ACTION ITEM >> A verbatim transcription of every record below is required.

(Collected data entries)
━━━━━━━━━━━━━━━━━━━━━━━━━━━━━━

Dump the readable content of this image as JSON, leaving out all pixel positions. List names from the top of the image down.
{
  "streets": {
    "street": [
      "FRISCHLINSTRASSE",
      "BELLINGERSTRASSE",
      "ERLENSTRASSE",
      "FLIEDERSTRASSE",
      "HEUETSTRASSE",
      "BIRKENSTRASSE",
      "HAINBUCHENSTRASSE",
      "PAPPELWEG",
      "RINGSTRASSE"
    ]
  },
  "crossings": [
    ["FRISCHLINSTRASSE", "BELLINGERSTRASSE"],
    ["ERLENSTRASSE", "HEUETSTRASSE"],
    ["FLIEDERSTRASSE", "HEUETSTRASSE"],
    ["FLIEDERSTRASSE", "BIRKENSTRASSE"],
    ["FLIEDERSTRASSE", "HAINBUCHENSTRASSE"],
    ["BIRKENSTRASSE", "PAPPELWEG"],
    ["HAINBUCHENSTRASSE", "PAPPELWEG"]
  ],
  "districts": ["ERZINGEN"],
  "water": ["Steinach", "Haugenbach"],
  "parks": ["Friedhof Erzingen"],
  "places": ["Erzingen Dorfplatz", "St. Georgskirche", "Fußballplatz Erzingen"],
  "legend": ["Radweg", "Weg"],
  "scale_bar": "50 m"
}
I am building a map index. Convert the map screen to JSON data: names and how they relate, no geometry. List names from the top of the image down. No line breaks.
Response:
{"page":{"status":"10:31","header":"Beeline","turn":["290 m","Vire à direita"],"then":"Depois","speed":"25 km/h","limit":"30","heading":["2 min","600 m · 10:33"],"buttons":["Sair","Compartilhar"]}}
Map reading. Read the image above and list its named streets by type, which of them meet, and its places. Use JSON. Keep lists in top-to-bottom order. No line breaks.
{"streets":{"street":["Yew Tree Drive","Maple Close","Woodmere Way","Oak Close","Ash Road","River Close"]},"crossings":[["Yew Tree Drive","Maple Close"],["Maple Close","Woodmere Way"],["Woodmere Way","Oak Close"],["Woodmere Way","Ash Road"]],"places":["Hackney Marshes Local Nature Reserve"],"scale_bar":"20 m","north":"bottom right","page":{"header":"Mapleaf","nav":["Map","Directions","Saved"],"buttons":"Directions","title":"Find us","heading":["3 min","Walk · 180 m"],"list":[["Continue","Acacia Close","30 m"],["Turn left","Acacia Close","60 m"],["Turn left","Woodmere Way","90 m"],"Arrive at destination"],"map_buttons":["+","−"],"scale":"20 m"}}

━━━━━━━━━━━━━━━━━━━━━━━━━━━━━━

THE COMPLETED TASK >>
Dump the readable content of this image as JSON, leaving out all pixel positions. List names from the top of the image down.
{
  "streets": {
    "street": [
      "FRISCHLINSTRASSE",
      "BELLINGERSTRASSE",
      "ERLENSTRASSE",
      "FLIEDERSTRASSE",
      "HEUETSTRASSE",
      "BIRKENSTRASSE",
      "HAINBUCHENSTRASSE",
      "PAPPELWEG",
      "RINGSTRASSE"
    ]
  },
  "crossings": [
    ["FRISCHLINSTRASSE", "BELLINGERSTRASSE"],
    ["ERLENSTRASSE", "HEUETSTRASSE"],
    ["FLIEDERSTRASSE", "HEUETSTRASSE"],
    ["FLIEDERSTRASSE", "BIRKENSTRASSE"],
    ["FLIEDERSTRASSE", "HAINBUCHENSTRASSE"],
    ["BIRKENSTRASSE", "PAPPELWEG"],
    ["HAINBUCHENSTRASSE", "PAPPELWEG"]
  ],
  "districts": ["ERZINGEN"],
  "water": ["Steinach", "Haugenbach"],
  "parks": ["Friedhof Erzingen"],
  "places": ["Erzingen Dorfplatz", "St. Georgskirche", "Fußballplatz Erzingen"],
  "legend": ["Radweg", "Weg"],
  "scale_bar": "50 m"
}
I am building a map index. Convert the map screen to JSON data: names and how they relate, no geometry. List names from the top of the image down. No line breaks.
Response:
{"page":{"status":"10:31","header":"Beeline","turn":["290 m","Vire à direita"],"then":"Depois","speed":"25 km/h","limit":"30","heading":["2 min","600 m · 10:33"],"buttons":["Sair","Compartilhar"]}}
Map reading. Read the image above and list its named streets by type, which of them meet, and its places. Use JSON. Keep lists in top-to-bottom order. No line breaks.
{"streets":{"street":["Yew Tree Drive","Maple Close","Woodmere Way","Oak Close","Ash Road","River Close"]},"crossings":[["Yew Tree Drive","Maple Close"],["Maple Close","Woodmere Way"],["Woodmere Way","Oak Close"],["Woodmere Way","Ash Road"]],"places":["Hackney Marshes Local Nature Reserve"],"scale_bar":"20 m","north":"bottom right","page":{"header":"Mapleaf","nav":["Map","Directions","Saved"],"buttons":"Directions","title":"Find us","heading":["3 min","Walk · 180 m"],"list":[["Continue","Acacia Close","30 m"],["Turn left","Acacia Close","60 m"],["Turn left","Woodmere Way","90 m"],"Arrive at destination"],"map_buttons":["+","−"],"scale":"20 m"}}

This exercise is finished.